### ASSIGNED TASK
Copy each line of the material beneath that holds the word "check".
..........
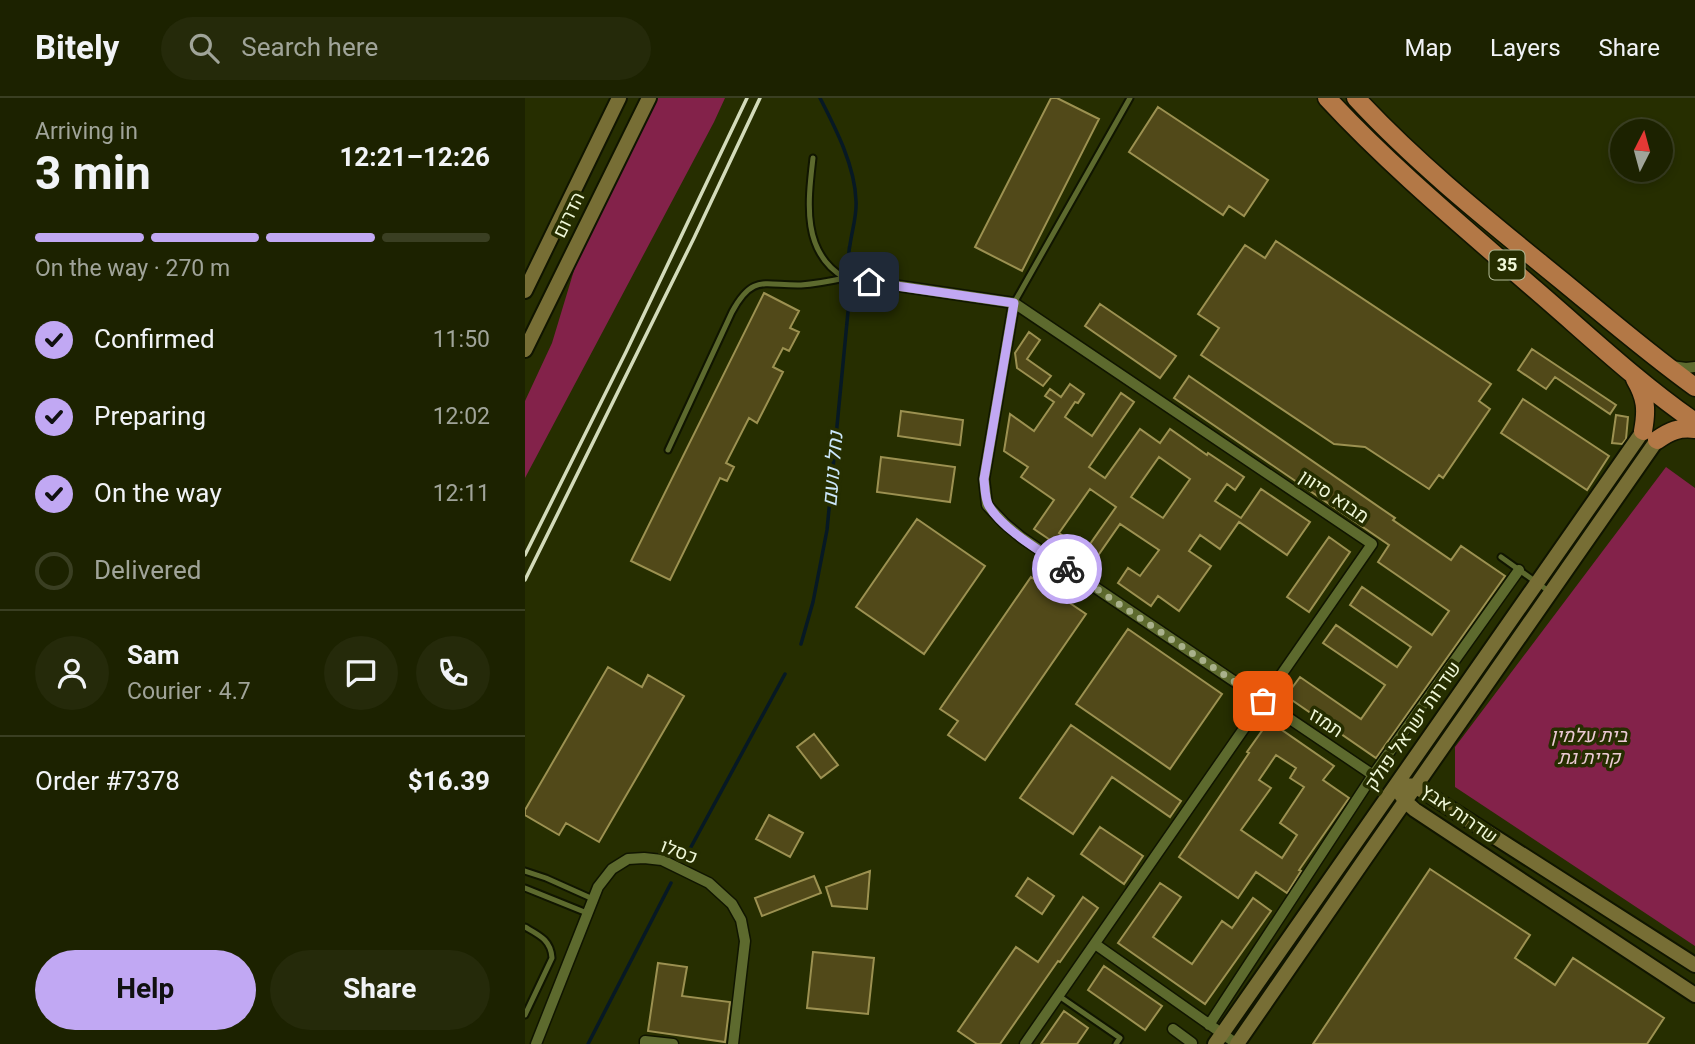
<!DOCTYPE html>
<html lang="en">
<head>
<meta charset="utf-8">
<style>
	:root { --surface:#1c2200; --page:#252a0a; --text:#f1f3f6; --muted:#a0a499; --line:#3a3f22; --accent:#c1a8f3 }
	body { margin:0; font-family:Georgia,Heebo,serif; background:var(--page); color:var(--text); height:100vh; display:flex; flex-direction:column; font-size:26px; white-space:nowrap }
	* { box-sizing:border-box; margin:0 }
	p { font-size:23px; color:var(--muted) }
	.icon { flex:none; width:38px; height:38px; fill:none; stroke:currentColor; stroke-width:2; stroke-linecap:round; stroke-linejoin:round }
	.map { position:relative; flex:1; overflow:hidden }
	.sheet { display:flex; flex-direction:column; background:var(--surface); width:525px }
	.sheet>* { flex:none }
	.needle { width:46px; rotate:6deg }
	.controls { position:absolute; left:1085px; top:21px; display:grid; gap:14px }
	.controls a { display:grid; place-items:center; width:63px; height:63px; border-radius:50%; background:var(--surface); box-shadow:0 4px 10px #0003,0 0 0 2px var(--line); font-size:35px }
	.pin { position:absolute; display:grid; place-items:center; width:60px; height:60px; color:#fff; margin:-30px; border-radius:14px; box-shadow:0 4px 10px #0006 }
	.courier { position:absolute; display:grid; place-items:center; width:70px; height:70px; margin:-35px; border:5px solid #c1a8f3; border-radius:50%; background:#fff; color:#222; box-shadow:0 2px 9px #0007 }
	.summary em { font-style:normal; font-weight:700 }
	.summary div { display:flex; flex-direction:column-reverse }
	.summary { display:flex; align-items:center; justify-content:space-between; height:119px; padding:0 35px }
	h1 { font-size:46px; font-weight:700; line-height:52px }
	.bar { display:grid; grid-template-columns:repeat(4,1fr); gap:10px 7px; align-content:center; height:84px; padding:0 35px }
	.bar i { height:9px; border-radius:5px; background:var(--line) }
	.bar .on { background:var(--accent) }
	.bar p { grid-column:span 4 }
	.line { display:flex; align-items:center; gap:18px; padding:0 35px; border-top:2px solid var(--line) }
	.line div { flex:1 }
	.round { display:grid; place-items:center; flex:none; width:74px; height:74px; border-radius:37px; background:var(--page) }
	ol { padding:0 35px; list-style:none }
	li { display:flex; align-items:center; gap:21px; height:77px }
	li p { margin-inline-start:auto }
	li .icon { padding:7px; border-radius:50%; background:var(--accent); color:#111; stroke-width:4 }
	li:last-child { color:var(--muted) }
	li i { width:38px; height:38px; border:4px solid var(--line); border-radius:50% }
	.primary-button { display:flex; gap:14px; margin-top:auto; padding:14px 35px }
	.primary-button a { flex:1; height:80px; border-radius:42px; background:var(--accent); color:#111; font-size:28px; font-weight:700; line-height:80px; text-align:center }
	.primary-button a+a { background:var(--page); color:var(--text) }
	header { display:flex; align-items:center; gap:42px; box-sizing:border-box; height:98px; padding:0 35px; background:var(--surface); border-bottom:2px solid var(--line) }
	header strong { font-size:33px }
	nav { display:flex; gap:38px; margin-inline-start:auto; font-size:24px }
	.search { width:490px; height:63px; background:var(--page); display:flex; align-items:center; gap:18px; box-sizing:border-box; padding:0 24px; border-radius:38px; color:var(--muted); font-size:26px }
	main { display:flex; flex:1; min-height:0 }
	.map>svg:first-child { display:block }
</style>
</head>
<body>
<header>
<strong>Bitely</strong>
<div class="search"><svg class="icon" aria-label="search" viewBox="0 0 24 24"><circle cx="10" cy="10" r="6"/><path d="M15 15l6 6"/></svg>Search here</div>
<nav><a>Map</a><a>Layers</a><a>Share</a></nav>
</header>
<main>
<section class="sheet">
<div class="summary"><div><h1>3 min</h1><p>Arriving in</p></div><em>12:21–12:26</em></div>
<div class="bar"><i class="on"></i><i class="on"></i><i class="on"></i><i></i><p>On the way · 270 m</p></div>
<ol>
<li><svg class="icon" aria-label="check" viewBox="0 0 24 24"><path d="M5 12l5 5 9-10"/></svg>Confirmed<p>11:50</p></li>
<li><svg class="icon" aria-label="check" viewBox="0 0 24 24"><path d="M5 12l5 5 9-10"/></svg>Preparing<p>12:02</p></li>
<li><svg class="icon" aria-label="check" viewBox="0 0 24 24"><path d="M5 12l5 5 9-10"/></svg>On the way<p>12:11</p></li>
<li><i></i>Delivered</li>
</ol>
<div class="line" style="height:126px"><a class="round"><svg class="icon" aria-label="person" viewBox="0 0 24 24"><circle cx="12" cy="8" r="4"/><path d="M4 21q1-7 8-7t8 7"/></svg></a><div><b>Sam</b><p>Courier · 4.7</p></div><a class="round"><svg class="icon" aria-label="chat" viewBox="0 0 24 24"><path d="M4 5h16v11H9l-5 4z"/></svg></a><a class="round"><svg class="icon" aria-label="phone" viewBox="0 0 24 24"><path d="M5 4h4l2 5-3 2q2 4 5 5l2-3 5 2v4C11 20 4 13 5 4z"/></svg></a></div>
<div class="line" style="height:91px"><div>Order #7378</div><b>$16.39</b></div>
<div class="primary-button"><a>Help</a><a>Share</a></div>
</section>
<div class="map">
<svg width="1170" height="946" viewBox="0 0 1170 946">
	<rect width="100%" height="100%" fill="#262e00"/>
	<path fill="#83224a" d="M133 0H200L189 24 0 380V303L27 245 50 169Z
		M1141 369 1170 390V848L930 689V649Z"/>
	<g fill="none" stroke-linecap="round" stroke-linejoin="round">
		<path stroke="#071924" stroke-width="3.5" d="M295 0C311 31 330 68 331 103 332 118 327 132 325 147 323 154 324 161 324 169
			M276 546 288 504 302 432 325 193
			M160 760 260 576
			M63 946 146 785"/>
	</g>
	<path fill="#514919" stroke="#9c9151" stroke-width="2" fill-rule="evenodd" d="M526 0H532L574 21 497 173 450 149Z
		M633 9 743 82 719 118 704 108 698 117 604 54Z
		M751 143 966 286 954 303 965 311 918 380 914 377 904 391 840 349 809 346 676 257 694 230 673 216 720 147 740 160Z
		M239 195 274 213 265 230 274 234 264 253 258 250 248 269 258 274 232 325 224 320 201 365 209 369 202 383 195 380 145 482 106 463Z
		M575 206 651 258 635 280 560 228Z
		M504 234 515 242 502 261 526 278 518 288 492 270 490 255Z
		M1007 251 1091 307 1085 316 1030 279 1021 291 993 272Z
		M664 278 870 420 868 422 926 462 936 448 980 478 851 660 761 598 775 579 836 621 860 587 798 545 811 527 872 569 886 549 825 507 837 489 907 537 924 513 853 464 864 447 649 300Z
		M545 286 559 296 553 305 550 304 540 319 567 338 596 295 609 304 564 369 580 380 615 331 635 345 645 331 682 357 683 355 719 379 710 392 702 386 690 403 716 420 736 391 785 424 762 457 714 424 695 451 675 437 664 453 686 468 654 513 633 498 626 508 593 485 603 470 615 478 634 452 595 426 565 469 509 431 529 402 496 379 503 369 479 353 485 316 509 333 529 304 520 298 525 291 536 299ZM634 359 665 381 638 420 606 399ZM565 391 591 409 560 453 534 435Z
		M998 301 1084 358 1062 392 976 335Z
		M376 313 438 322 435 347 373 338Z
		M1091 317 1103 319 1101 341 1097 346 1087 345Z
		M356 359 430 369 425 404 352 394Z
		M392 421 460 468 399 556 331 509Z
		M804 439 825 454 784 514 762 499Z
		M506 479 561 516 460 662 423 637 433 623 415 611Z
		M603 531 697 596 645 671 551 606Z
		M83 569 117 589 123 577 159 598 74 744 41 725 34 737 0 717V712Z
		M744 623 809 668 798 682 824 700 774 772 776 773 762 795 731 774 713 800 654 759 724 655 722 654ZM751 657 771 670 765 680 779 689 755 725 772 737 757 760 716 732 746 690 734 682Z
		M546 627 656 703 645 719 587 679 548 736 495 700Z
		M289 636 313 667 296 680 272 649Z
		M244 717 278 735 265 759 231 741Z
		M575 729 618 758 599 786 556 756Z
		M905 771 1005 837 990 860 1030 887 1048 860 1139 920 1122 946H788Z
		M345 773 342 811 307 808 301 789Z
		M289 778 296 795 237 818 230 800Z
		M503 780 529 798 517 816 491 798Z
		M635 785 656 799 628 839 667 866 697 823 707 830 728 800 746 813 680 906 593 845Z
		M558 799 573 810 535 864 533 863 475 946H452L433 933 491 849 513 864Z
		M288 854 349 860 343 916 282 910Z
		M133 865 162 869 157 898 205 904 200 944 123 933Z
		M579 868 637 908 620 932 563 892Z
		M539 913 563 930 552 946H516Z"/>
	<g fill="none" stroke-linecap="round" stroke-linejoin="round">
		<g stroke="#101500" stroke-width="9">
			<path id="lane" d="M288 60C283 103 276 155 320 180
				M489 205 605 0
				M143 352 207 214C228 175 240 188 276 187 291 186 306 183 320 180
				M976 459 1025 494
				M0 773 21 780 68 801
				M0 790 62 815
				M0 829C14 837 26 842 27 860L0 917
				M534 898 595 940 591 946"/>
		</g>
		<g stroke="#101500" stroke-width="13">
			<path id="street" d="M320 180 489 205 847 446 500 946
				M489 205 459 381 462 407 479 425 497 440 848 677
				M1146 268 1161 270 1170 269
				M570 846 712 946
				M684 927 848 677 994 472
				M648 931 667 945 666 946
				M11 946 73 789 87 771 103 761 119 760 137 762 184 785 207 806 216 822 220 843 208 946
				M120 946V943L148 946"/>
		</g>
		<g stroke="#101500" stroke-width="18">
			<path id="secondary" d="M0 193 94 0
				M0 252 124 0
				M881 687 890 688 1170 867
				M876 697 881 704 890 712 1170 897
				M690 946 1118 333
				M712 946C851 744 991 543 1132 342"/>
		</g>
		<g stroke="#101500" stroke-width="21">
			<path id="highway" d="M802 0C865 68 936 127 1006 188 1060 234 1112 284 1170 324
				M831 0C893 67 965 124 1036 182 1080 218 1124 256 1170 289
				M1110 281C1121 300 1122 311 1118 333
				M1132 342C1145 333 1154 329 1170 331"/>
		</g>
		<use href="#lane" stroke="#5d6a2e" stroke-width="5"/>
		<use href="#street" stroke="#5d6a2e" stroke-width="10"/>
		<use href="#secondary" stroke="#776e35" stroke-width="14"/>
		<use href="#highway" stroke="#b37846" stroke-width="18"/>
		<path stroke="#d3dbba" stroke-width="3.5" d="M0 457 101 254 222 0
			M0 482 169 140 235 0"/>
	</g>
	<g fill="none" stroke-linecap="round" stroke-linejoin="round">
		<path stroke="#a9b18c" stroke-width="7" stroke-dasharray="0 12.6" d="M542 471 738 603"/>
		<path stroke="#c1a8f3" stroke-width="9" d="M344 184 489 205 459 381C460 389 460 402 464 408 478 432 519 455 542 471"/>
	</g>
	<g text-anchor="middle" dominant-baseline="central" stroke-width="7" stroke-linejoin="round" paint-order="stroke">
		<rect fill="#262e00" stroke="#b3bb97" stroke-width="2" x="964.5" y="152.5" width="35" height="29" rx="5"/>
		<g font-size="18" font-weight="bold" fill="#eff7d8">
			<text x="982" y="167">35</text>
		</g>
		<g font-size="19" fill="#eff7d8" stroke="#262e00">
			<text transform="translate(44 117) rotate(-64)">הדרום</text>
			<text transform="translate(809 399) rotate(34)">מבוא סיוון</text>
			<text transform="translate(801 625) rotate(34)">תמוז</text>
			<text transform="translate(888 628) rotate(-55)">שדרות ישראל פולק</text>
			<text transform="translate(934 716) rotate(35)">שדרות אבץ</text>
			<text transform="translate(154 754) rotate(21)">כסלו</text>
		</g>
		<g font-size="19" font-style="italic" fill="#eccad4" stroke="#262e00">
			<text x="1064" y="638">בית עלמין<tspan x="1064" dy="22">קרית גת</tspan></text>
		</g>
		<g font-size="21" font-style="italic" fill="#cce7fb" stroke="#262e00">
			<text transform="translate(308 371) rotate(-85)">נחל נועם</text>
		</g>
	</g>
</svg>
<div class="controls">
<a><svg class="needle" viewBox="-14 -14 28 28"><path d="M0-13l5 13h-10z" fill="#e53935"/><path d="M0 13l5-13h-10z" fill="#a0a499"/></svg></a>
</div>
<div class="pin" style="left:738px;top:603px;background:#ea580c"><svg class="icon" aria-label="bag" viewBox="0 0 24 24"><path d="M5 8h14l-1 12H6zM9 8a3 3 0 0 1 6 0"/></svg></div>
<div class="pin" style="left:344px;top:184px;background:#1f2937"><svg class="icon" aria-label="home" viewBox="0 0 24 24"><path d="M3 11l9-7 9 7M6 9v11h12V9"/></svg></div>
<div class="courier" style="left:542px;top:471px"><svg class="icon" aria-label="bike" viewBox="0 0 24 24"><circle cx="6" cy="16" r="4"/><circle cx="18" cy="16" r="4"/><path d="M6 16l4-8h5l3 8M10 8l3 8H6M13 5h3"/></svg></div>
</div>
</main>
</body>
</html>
..........
### EXPECTED ANSWER
<li><svg class="icon" aria-label="check" viewBox="0 0 24 24"><path d="M5 12l5 5 9-10"/></svg>Confirmed<p>11:50</p></li>
<li><svg class="icon" aria-label="check" viewBox="0 0 24 24"><path d="M5 12l5 5 9-10"/></svg>Preparing<p>12:02</p></li>
<li><svg class="icon" aria-label="check" viewBox="0 0 24 24"><path d="M5 12l5 5 9-10"/></svg>On the way<p>12:11</p></li>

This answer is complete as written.